- _DATASET_
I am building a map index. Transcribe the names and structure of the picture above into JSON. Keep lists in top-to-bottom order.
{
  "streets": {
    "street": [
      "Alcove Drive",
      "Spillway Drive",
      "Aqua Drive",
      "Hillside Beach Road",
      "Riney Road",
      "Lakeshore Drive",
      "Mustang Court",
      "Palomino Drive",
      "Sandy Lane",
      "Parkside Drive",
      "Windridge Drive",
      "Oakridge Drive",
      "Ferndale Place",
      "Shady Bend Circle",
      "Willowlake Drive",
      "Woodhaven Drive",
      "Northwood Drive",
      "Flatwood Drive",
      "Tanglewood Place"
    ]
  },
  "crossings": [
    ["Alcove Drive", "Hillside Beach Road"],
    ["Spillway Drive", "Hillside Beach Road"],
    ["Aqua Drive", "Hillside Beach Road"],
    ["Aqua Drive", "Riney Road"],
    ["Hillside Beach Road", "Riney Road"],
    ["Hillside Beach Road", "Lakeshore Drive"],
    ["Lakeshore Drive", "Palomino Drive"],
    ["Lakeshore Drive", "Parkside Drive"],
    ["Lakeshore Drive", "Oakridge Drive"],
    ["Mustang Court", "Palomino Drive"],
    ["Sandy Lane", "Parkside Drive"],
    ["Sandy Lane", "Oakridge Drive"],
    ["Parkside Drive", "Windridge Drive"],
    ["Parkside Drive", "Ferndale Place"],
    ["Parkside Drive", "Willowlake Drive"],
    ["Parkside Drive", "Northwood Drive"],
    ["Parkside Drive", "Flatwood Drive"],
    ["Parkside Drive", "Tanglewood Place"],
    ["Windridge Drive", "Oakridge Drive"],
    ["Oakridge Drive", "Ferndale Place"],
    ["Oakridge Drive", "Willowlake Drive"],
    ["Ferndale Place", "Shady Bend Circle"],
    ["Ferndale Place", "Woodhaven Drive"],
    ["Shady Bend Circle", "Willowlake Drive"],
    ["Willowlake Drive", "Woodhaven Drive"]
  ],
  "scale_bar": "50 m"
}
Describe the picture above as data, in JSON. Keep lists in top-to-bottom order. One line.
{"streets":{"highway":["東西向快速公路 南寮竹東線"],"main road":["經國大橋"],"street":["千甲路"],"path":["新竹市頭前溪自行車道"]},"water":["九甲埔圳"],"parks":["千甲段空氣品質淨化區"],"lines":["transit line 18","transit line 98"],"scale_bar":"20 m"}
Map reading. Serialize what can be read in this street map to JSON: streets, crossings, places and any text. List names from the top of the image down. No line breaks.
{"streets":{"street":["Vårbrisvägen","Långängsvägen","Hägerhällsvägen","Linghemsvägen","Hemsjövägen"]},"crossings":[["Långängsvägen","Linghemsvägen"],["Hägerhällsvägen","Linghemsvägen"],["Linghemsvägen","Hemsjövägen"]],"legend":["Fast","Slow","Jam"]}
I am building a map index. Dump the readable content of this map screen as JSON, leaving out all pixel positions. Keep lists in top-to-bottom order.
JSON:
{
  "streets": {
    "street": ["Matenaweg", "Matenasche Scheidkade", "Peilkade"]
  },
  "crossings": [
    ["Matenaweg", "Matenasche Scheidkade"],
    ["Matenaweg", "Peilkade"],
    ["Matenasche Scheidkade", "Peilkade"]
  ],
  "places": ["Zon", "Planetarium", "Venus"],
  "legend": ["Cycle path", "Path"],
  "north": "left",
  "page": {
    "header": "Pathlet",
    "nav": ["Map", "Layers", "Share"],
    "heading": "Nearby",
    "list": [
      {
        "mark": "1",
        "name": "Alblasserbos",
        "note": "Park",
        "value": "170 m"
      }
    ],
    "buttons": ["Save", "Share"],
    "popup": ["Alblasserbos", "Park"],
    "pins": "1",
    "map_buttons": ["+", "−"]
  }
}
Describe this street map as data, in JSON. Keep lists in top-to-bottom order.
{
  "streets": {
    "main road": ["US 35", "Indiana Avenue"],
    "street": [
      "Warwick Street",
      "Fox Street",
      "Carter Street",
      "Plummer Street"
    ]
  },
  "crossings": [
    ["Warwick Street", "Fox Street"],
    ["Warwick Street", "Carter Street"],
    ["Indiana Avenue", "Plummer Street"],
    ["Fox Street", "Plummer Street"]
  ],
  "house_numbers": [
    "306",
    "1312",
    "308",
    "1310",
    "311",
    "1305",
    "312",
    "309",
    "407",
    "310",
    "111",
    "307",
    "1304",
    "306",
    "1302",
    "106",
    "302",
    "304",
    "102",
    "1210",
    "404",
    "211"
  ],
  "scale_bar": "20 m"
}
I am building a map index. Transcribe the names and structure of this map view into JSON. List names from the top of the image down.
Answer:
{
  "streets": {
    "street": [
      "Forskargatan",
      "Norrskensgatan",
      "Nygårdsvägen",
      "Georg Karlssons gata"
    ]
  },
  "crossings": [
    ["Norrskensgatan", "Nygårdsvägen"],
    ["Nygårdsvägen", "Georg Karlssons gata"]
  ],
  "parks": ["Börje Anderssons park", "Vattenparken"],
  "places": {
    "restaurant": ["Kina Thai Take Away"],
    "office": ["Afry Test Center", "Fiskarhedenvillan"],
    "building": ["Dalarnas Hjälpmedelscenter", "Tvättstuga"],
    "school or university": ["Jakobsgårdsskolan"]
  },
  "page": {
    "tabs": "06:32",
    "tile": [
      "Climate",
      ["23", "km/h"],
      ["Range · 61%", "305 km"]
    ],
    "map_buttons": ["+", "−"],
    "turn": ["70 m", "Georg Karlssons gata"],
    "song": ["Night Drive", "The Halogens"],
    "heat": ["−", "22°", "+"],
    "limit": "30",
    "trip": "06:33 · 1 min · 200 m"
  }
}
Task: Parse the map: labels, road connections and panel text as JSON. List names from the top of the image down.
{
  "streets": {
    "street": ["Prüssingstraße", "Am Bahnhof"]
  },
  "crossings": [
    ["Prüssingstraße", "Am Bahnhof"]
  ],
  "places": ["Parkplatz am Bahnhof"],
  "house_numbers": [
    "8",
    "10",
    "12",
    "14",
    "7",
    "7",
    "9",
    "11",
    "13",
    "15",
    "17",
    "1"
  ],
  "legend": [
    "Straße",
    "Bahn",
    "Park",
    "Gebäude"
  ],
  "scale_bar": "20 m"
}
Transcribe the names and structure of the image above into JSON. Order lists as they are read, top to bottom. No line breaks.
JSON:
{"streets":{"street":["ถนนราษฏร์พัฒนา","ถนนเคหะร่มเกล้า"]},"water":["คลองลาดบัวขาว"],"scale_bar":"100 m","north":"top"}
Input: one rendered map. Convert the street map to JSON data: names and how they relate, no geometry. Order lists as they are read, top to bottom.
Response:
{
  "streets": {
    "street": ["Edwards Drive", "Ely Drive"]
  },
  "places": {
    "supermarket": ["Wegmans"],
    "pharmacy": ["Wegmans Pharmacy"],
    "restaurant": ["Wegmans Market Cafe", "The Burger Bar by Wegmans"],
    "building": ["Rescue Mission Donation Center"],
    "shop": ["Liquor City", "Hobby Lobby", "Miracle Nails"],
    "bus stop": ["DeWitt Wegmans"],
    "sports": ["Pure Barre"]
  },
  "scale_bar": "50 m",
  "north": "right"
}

- _TASK_
Count the lines of the material holding "they". Report the number alone.

- _OUTPUT FOR THIS TASK_
2